DOMESDAY BOOK 2025
A personal project that has some overlap with my cutting-edge MS by Research work into the geospatial reasoning capabilities of frontier large language models (LLMs). Here, an enriched set of LLM prompts (one for each settlements over 100 people) uses open data to attempt to generate the best auto-produced written text summary of all known settlements in England and Wales.
This produces a final searchable PDF cultural artifact, as well as interesting findings on the geographic bias (towards larger places) of accurate geospatial knowledge recall in OpenAI language models... Scroll for interactive outputs of provisional results!
Searchable Text 'Domesday Book' Artefact
View the downloadable PDF by clicking on the document icon beside this text to find written text descriptions of all settlements in England and Wales!
But how much can we trust the LLM knows where these places are? See below for some provisional results on this...
LLM Errors: 'Large' Places (n=87)
As seen below, with a few (often severe) exceptions, the LLM error rate is not very high here.

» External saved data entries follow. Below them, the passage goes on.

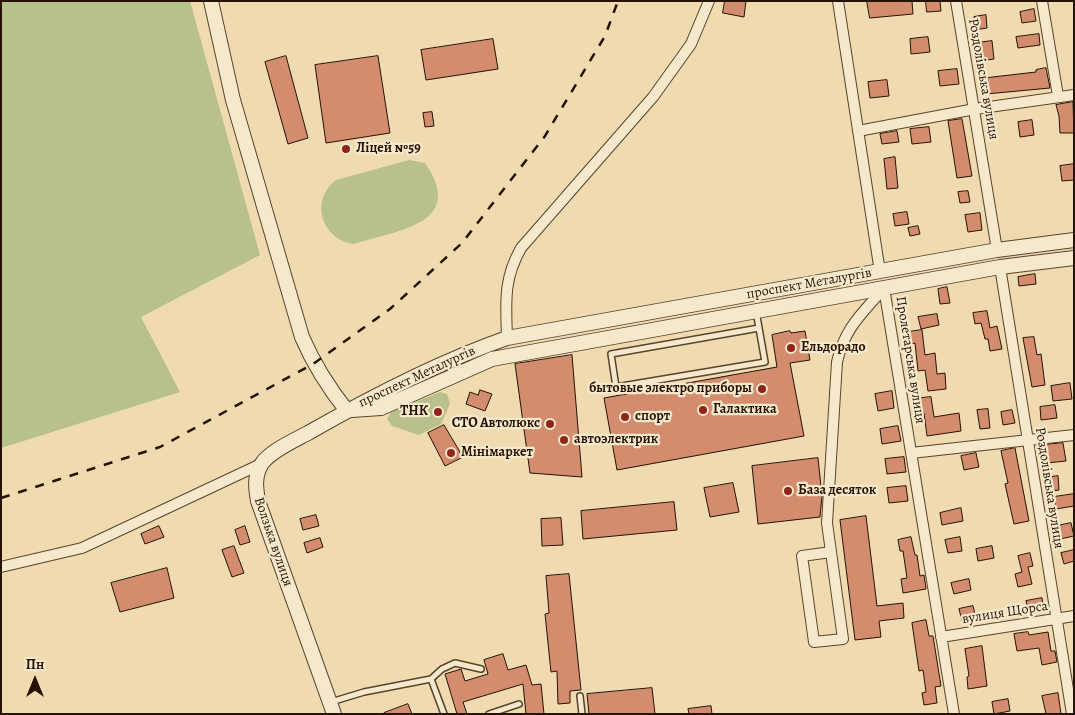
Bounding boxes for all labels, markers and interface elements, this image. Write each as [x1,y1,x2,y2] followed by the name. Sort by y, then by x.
[964,17,1002,141] street label: Роздолівська вулиця
[356,141,421,157] place label: Ліцей №59
[340,143,352,155] marker: Ліцей №59
[745,265,873,303] street label: проспект Металургів
[892,295,928,425] street label: Пролетарська вулиця
[801,340,866,356] place label: Ельдорадо
[785,342,797,354] marker: Ельдорадо
[356,343,478,411] street label: проспект Металургів
[589,381,752,397] place label: бытовые электро приборы
[756,383,768,395] marker: бытовые электро приборы
[713,402,777,418] place label: Галактика
[400,404,428,420] place label: ТНК
[697,404,709,416] marker: Галактика
[432,406,444,418] marker: ТНК
[635,409,670,425] place label: спорт
[619,411,631,423] marker: спорт
[452,416,540,432] place label: СТО Автолюкс
[544,418,556,430] marker: СТО Автолюкс
[1031,426,1067,550] street label: Роздолівська вулиця
[574,432,658,448] place label: автоэлектрик
[558,434,570,446] marker: автоэлектрик
[461,445,533,461] place label: Мінімаркет
[445,447,457,459] marker: Мінімаркет
[798,483,876,499] place label: База десяток
[782,485,794,497] marker: База десяток
[250,495,296,589] street label: Волзька вулиця
[961,598,1049,628] street label: вулиця Щорса
[10,655,60,705] north arrow
[26,655,44,674] text: Пн

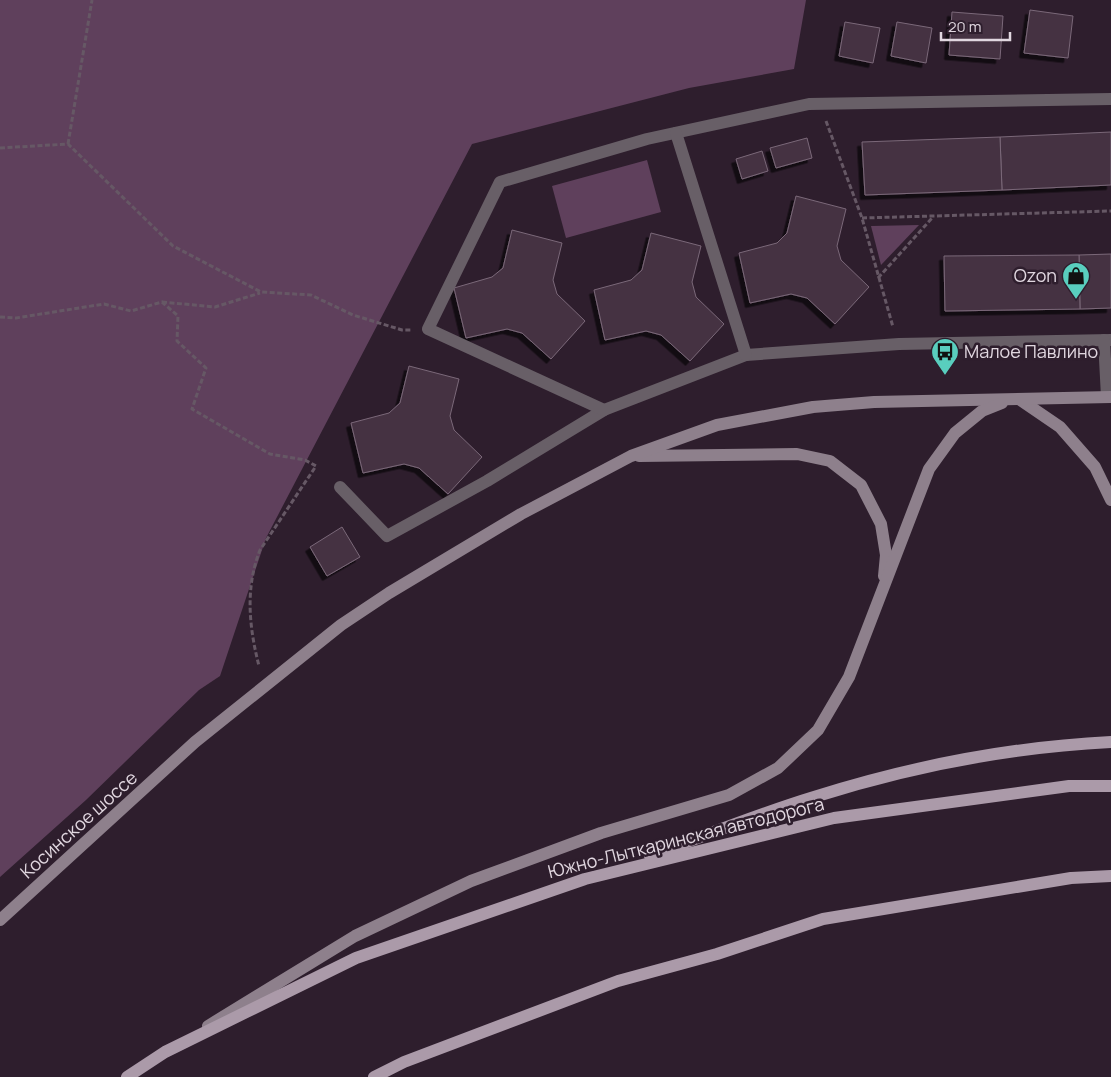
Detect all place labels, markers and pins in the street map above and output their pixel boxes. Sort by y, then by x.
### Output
shop icon: Ozon [1061,261,1091,300]
place label: Ozon [1014,263,1057,287]
bus stop icon: Малое Павлино [930,337,960,376]
place label: Малое Павлино [964,339,1098,363]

The places tested for the map shown below represent 'arced' differences (errors) for 'Large' BUA size classification places from the ONS BUA data for England and Wales (stated lat/lng vs geometric centroid).
LLM Errors: 'Small' Places (n=920)
Despite a higher sample size, the LLM error rate increases meaningfully as place size decreases. The places tested for the map shown below represent 'arced' differences (errors) for 'Small' BUA size classification places from the ONS BUA data for England and Wales (stated lat/lng vs geometric centroid).